Louis’s jawline was square, his cheekbones were a little more pronounced, and he had a bump on the bridge of his nose that Sophie loved to run her forefinger over, tracing a path to his beautifully shaped mouth. Seth’s face, in comparison, was soft, not yet fully formed, his face more heart shaped, like Wendy’s, his nose straight and narrow. He did have his father’s coloring though, and his father’s beautifully shaped mouth. Sophie took a breath, running her hands through her hair, unsure of what to do next. Should she wake Louis up and try to talk to him? Explain what had happened with Seth? Or perhaps Cal was right. Perhaps she should just turn around and go back to the B & B and wait to see what the dawn would bring.
Then Louis moaned a little in his sleep, the flicker of a smile briefly lighting his face, and he rolled onto his back, exposing his torso. Sophie found she did not want to leave.
Slowly, quietly, she slipped out of her jeans and pulled her T-shirt over her head, shaking her hair out over her shoulders. After a second she unhooked her bra and slipped off her knickers.
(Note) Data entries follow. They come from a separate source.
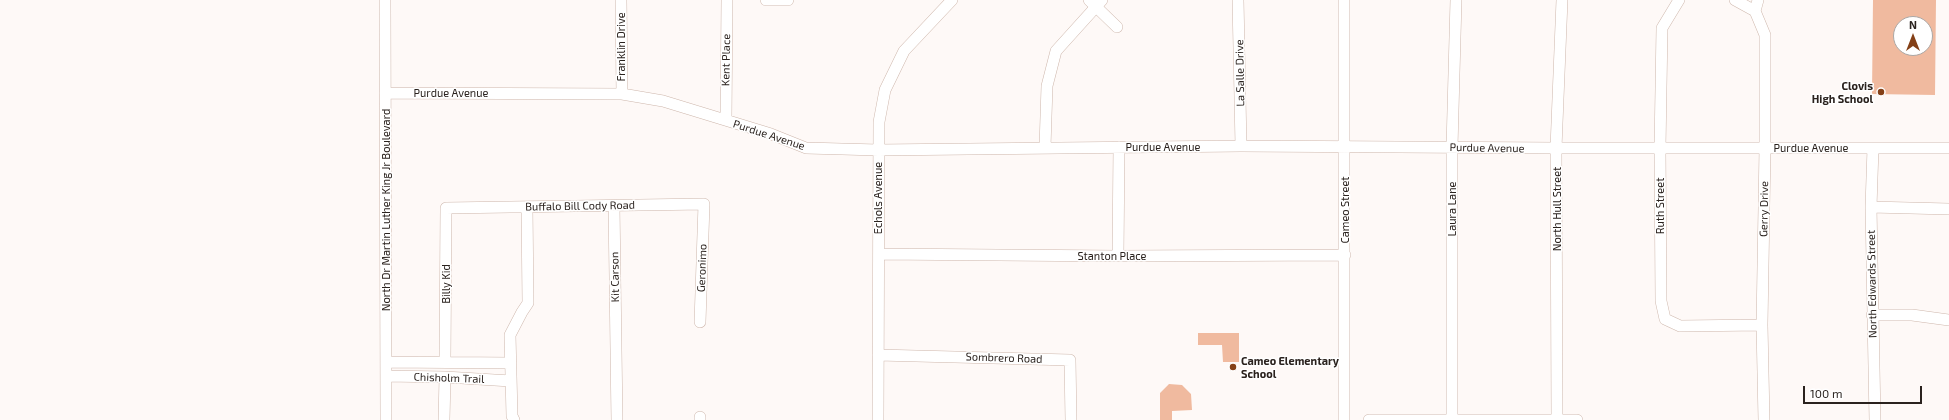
<!DOCTYPE html>
<style>
body{margin:0}
#map{position:relative;width:1949px;height:420px;overflow:hidden;background:#fef9f7;font-family:"Exo 2",sans-serif}
canvas{display:block}
.north{position:absolute;left:1893px;top:16px;width:40px;height:40px;box-sizing:border-box;background:#fff;border:1px solid #aaa7a5;border-radius:50%;rotate:0deg;font-size:11px;font-weight:700;line-height:16px;text-align:center;color:#2a221e}
.north::after{content:'';display:block;margin:auto;width:14px;height:18px;background:#844017;clip-path:polygon(50% 0,100% 100%,50% 72%,0 100%)}
.scale{position:absolute;left:1803px;top:386px;width:119px;height:18px;box-sizing:border-box;border:2px solid #2a221e;border-top:0;padding-left:5px;font-size:12px;line-height:14px;white-space:nowrap;color:#2a221e;-webkit-text-stroke:3px #fff;paint-order:stroke}
</style>
<div id="map">
<canvas width="1949" height="420"></canvas>
<div class="north">N</div>
<div class="scale">100 m</div>
</div>
<script>
const ctx = document.querySelector('canvas').getContext('2d');
ctx.lineJoin = 'round';
function fill(path, color) { ctx.fillStyle = color; ctx.fill(path, 'evenodd'); }
function strokePath(path, color, width, dash) { ctx.strokeStyle = color; ctx.lineWidth = width; ctx.lineCap = dash ? 'butt' : 'round'; ctx.setLineDash(dash || []); ctx.stroke(path); }
function drawText(font, color, halo, rows, align = 'center') {
  ctx.font = font + ' "Exo 2",sans-serif'; ctx.lineWidth = 3; ctx.setLineDash([]); ctx.textBaseline = 'middle'; ctx.strokeStyle = halo; ctx.fillStyle = color; for (const [text, x, y, turn = 0] of rows) {
    ctx.save(); ctx.translate(x, y); ctx.rotate((+turn || 0) * Math.PI / 180); ctx.textAlign = isNaN(turn) ? turn : align; if (halo) ctx.strokeText(text, 0, 0); ctx.fillText(text, 0, 0); ctx.restore();
  }
}
const green = new Path2D(`
 M1873,0H1936L1935,95L1872,94ZM1901,24H1925V48H1901Z
 M1198,333H1239V362H1223L1222,345H1198Z
 M1169,384L1182,385L1191,394L1192,410L1172,411V420H1160V393Z`);
const minor = new Path2D(`
 M385,0L386,420
 M621,0L622,94
 M766,0H788
 M1089,0L1117,27
 M1238,0L1241,146
 M1344,0V420
 M1679,0L1662,28L1660,148L1661,301L1665,319L1680,326L1762,325
 M1735,0L1755,11
 M1758,0L1755,11L1765,35V148L1762,325L1764,420
 M385,93L622,94L663,101L771,134L806,148L878,150L1241,146L1556,148H1949
 M726,120L727,0
 M1045,147L1047,86L1056,51L1102,0
 M1873,148L1871,207L1875,420
 M614,206L617,420
 M1871,207L1949,209
 M879,254L1118,256L1345,255
 M1118,256L1119,147
 M1872,315H1912L1949,320
 M878,355L1070,360L1071,420
 M445,361L446,208L704,204L700,322
 M386,362L511,363
 M386,376L445,377L511,381
 M1452,419V147L1456,0
 M1557,419L1556,148L1562,0
 M444,420L445,377
 M514,420L512,416L510,335L522,312L528,303L527,207
 M700,420V417
 M878,420L879,122L885,90L904,51L952,0
 M1369,420H1577`);
const markers = [
 [1881,92,4,"#844017"],
 [1233,367,4,"#844017"]
];
const streetNames = [
 ["Franklin Drive",621,47,-90],
 ["Kent Place",726,60,-89],
 ["La Salle Drive",1240,73,-91],
 ["Purdue Avenue",451,93],
 ["Purdue Avenue",769,135,18],
 ["Purdue Avenue",1163,147],
 ["Purdue Avenue",1487,148,1],
 ["Purdue Avenue",1811,148],
 ["Echols Avenue",878,198,-90],
 ["Buffalo Bill Cody Road",580,206,-1],
 ["Ruth Street",1660,206,-90],
 ["Laura Lane",1452,209,-90],
 ["North Hull Street",1557,209,-90],
 ["Gerry Drive",1764,209,-89],
 ["North Dr Martin Luther King Jr Boulevard",386,210,-90],
 ["Cameo Street",1345,210,-90],
 ["Stanton Place",1112,256],
 ["Geronimo",702,268,-88],
 ["Kit Carson",615,277,-91],
 ["Billy Kid",446,284,-90],
 ["North Edwards Street",1872,284,-91],
 ["Sombrero Road",1004,358,2],
 ["Chisholm Trail",449,378,2]
];
const poiNames = [
 ["Clovis",1873,86],
 ["High School",1873,99],
 ["Cameo Elementary",1241,361,"left"],
 ["School",1241,374,"left"]
];
fill(green, '#f0ba9f');
strokePath(minor, '#ceb7ac', 12);
strokePath(minor, '#fff', 11);
for (const [x, y, r, color] of markers) { const dot = new Path2D(); dot.arc(x, y, r, 0, 2 * Math.PI); ctx.fillStyle = color; ctx.fill(dot); strokePath(dot, '#fff', 1.5); }
drawText('11px', '#2a221e', '#fff', streetNames);
drawText('bold 11px', '#2a221e', '#fff', poiNames, 'right');
</script>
In all the times she had been with Louis in this house she had only gotten into this bed with him once, although he’d begged her to join him several times. Sophie had always told herself and Louis that she was waiting for them to be married, waiting for the children to get used to the idea, but as she stood naked on the verge of getting into his bed, she realized that it had been about more than that. This place was a symbol, a final sign of commitment. And recently, when she should have been feeling so close to him and yet felt so far away, it was the only place where she knew how to reach him.
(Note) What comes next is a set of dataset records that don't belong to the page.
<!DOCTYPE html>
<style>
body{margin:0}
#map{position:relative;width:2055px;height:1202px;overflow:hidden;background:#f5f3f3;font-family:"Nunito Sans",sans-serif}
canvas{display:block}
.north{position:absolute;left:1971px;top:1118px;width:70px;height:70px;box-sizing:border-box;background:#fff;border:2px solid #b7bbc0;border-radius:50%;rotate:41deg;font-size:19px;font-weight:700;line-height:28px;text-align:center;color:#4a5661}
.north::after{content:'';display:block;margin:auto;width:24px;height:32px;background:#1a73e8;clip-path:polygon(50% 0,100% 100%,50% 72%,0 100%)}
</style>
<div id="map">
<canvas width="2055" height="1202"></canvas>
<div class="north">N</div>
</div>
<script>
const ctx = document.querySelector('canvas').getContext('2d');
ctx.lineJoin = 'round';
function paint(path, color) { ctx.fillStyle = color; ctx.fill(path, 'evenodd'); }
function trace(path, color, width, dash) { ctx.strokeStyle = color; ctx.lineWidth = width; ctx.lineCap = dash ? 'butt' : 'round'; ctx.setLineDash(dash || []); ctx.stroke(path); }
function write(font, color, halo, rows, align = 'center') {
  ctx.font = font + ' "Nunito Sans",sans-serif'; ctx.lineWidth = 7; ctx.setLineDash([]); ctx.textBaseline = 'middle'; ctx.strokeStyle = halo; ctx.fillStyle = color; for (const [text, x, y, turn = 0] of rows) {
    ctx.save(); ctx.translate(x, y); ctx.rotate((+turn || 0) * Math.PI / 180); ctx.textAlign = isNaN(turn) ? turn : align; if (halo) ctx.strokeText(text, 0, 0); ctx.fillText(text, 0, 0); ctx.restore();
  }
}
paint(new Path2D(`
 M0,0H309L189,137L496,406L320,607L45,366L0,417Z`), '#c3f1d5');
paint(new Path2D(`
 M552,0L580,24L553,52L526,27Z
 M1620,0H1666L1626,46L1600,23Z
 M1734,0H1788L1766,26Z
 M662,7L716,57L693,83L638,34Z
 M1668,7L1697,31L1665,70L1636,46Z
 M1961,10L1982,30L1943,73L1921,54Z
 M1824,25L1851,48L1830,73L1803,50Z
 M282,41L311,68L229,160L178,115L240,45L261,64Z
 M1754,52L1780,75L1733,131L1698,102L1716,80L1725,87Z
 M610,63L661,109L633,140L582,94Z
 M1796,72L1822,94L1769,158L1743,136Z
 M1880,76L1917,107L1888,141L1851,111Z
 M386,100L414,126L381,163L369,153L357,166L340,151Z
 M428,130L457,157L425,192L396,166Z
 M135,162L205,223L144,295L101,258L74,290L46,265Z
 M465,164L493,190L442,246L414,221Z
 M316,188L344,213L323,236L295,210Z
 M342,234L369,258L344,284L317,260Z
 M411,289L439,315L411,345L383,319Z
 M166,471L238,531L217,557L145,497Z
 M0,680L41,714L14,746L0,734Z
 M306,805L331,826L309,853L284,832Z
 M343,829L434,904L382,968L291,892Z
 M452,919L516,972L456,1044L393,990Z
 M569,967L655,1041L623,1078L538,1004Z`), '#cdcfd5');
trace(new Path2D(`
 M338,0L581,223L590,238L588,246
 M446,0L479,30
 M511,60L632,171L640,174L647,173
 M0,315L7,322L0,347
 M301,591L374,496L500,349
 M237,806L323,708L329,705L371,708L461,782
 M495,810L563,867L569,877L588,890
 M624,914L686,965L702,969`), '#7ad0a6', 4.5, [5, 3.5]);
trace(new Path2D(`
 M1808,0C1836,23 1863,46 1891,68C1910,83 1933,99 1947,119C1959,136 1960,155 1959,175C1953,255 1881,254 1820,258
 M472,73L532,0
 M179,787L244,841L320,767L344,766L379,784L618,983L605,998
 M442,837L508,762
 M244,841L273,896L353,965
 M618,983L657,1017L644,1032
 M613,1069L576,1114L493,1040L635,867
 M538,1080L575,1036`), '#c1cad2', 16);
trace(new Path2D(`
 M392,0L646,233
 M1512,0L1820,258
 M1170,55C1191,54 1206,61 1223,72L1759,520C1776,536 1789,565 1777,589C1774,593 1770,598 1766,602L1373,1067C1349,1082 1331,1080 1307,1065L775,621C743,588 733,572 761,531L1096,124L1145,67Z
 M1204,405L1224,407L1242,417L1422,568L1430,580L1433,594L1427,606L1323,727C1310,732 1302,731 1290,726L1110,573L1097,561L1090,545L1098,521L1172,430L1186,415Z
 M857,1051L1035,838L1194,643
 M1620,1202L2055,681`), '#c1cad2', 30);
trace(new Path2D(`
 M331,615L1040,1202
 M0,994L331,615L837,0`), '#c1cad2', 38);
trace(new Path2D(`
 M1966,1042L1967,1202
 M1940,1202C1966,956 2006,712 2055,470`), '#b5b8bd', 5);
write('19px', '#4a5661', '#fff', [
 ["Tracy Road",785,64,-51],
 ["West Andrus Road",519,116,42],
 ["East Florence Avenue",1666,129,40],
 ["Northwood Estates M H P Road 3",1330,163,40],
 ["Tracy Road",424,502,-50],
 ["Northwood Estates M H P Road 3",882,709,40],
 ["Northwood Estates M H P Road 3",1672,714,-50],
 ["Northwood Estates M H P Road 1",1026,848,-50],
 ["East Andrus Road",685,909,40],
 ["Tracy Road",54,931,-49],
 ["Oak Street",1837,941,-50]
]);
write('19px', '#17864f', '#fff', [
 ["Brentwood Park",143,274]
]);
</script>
Sophie held her breath, uncertain of how he’d react, and then slowly, gingerly, as if there might be monsters lurking beneath the
covers, she eased her way under the duvet, lying on her back next to him, the smooth sheet feeling cool against the heat of her body. Slowly she turned her head to look at his sleeping face, half obscured by the pillow. Wherever he was now he was probably far from the son who didn’t want to know him and she wasn’t sure he would thank her for taking him back to that world. Sophie bit her lip and looked at the ceiling. She’d never done this sort of thing before, woken a man up for sex. She wasn’t exactly sure of the etiquette or procedure. Should she give him a quick prod, she wondered, and then pounce? The shock might give him a heart attack. Should she whisper sweet nothings in his ear until he opened his eyes and smiled at her? Except that despite her lack of experience in spending the whole night with him, Sophie knew that when Louis was out, he was out for the count. Once Bella and Izzy had treated him to an early morning serenade with their Barbie guitars and a set of drums made out of a tin that Bella had found in the garden shed. Louis hadn’t turned a hair. He had snored through the whole of their hard-rock rendition of “Love in an Elevator.” It had fallen to Bella to fill the toothbrush mug with cold water and tip it over her father’s head in a bid to get her audience’s attention.
The first thing Bella had said, Louis told her later, when he’d finally stemmed the shocked stream of expletives that had burst out of his mouth, was “Daddy, you are not supposed to swear in front of us.”